[Extracted data — start]
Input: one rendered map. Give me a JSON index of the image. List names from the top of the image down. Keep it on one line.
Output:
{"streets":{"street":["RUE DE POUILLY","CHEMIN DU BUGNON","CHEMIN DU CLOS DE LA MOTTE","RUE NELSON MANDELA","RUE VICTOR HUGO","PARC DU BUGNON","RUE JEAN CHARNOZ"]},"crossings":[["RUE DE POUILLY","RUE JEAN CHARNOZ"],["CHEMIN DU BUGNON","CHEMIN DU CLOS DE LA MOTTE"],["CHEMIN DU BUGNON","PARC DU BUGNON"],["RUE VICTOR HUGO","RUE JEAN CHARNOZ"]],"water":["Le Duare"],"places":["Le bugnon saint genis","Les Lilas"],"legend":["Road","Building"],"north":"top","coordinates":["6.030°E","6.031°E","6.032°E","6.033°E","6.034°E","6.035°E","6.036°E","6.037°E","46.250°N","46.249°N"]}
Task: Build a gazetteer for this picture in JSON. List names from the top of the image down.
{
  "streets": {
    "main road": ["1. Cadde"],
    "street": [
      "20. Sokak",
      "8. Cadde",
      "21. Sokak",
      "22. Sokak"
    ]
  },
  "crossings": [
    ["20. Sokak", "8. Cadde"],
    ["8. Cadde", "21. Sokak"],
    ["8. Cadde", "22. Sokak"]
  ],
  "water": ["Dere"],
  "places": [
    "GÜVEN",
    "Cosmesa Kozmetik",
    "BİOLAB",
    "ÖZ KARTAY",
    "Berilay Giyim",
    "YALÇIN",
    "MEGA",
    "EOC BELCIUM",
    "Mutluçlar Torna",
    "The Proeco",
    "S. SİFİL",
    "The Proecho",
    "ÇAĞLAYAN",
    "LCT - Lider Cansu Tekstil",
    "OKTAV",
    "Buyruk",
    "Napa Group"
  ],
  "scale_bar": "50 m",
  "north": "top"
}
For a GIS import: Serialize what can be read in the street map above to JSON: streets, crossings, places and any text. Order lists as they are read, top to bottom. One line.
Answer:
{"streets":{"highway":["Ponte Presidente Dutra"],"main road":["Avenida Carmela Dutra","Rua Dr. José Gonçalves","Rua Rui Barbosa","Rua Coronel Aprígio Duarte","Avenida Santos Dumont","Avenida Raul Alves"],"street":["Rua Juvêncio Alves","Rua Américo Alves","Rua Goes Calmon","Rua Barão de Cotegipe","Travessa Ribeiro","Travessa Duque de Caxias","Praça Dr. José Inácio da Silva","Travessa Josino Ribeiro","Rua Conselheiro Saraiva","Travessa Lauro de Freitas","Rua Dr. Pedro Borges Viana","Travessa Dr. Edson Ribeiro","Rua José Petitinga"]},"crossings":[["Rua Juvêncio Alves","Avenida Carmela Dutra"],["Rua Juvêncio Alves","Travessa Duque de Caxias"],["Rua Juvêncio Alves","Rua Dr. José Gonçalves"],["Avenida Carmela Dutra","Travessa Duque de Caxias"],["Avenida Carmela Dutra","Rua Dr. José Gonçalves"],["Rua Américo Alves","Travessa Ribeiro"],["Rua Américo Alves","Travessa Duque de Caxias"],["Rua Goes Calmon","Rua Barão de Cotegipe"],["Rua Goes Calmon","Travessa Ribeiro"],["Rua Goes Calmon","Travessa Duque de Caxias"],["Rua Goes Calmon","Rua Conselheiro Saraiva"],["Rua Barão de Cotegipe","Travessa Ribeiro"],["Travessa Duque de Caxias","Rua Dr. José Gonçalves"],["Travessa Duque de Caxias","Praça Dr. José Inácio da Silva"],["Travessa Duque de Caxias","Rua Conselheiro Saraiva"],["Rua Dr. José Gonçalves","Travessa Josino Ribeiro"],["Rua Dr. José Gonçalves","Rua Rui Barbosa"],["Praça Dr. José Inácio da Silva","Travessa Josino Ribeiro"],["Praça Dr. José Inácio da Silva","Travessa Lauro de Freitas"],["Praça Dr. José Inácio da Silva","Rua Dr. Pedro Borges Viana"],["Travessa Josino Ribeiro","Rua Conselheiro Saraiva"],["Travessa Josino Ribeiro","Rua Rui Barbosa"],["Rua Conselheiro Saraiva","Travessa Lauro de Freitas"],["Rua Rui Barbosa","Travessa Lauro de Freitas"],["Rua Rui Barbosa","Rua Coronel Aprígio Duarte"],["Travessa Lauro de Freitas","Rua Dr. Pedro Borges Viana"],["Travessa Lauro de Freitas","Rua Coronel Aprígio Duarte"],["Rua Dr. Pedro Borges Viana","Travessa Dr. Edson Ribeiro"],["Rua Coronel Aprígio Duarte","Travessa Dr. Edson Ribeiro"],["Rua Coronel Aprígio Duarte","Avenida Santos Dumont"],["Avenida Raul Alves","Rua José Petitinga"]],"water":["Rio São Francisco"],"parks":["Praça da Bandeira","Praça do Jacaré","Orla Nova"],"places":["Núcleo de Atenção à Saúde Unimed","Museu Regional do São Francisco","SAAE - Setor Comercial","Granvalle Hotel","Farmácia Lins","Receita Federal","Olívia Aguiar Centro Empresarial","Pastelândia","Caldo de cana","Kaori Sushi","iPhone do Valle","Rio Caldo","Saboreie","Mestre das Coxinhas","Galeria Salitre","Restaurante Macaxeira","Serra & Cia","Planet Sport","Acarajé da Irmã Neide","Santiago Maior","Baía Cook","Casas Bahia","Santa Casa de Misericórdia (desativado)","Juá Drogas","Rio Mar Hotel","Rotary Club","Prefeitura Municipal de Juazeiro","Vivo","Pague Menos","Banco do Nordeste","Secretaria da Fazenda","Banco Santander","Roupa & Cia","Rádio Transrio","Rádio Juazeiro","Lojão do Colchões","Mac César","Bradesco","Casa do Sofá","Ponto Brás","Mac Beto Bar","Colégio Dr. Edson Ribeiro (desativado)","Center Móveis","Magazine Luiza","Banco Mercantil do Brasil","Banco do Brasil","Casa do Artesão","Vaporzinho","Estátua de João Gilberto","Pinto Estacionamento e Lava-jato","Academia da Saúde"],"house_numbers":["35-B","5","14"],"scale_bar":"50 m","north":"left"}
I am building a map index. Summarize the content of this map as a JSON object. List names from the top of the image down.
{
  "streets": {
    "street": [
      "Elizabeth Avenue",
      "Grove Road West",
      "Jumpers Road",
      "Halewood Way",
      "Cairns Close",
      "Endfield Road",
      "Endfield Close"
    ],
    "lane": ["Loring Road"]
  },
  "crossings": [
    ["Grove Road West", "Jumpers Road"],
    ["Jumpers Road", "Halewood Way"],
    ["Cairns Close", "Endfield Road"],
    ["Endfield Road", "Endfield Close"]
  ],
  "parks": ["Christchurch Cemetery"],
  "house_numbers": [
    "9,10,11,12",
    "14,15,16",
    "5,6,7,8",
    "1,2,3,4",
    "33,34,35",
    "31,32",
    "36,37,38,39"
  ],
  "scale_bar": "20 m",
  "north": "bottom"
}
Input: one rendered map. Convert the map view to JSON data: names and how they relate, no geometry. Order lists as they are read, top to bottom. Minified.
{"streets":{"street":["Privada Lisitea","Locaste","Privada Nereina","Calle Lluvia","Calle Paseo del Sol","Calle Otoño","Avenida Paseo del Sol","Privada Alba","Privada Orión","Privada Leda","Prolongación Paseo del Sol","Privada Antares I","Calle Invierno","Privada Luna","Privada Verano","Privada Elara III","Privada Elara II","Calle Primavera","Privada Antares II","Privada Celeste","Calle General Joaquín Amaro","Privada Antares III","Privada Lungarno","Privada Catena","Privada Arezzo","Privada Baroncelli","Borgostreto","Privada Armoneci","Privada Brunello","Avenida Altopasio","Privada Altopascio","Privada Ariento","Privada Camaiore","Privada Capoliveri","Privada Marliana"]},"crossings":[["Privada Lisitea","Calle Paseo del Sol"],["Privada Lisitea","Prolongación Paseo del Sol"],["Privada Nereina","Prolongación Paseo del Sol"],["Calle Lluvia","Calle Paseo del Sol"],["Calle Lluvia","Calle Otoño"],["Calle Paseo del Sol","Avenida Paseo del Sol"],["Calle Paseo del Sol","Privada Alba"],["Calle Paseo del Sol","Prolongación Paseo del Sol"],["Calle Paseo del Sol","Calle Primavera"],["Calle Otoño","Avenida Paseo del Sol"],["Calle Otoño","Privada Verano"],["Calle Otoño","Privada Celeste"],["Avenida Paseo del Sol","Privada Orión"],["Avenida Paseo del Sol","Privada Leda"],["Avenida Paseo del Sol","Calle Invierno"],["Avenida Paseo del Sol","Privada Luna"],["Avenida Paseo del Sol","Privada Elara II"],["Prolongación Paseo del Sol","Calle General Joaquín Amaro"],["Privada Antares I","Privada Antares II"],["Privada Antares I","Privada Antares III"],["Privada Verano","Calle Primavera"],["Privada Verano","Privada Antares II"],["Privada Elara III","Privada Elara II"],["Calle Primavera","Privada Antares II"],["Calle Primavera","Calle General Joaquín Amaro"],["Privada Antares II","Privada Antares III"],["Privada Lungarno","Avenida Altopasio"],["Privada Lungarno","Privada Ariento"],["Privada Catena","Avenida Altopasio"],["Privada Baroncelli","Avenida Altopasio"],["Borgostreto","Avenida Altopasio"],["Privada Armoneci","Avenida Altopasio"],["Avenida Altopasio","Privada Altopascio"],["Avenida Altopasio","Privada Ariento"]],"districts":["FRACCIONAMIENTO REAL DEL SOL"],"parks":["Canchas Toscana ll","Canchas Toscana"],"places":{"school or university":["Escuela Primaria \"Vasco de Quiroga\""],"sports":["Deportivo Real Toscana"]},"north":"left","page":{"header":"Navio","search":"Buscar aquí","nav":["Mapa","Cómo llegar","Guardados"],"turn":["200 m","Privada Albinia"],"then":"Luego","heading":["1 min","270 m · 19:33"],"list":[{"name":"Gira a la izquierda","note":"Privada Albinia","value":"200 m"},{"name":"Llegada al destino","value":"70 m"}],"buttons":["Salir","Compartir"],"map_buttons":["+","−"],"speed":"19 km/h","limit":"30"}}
[Extracted data — finish]
Of the lines above, copy each one that contains the word "names".

Input: one rendered map. Give me a JSON index of the image. List names from the top of the image down. Keep it on one line.
Task: Build a gazetteer for this picture in JSON. List names from the top of the image down.
I am building a map index. Summarize the content of this map as a JSON object. List names from the top of the image down.
Input: one rendered map. Convert the map view to JSON data: names and how they relate, no geometry. Order lists as they are read, top to bottom. Minified.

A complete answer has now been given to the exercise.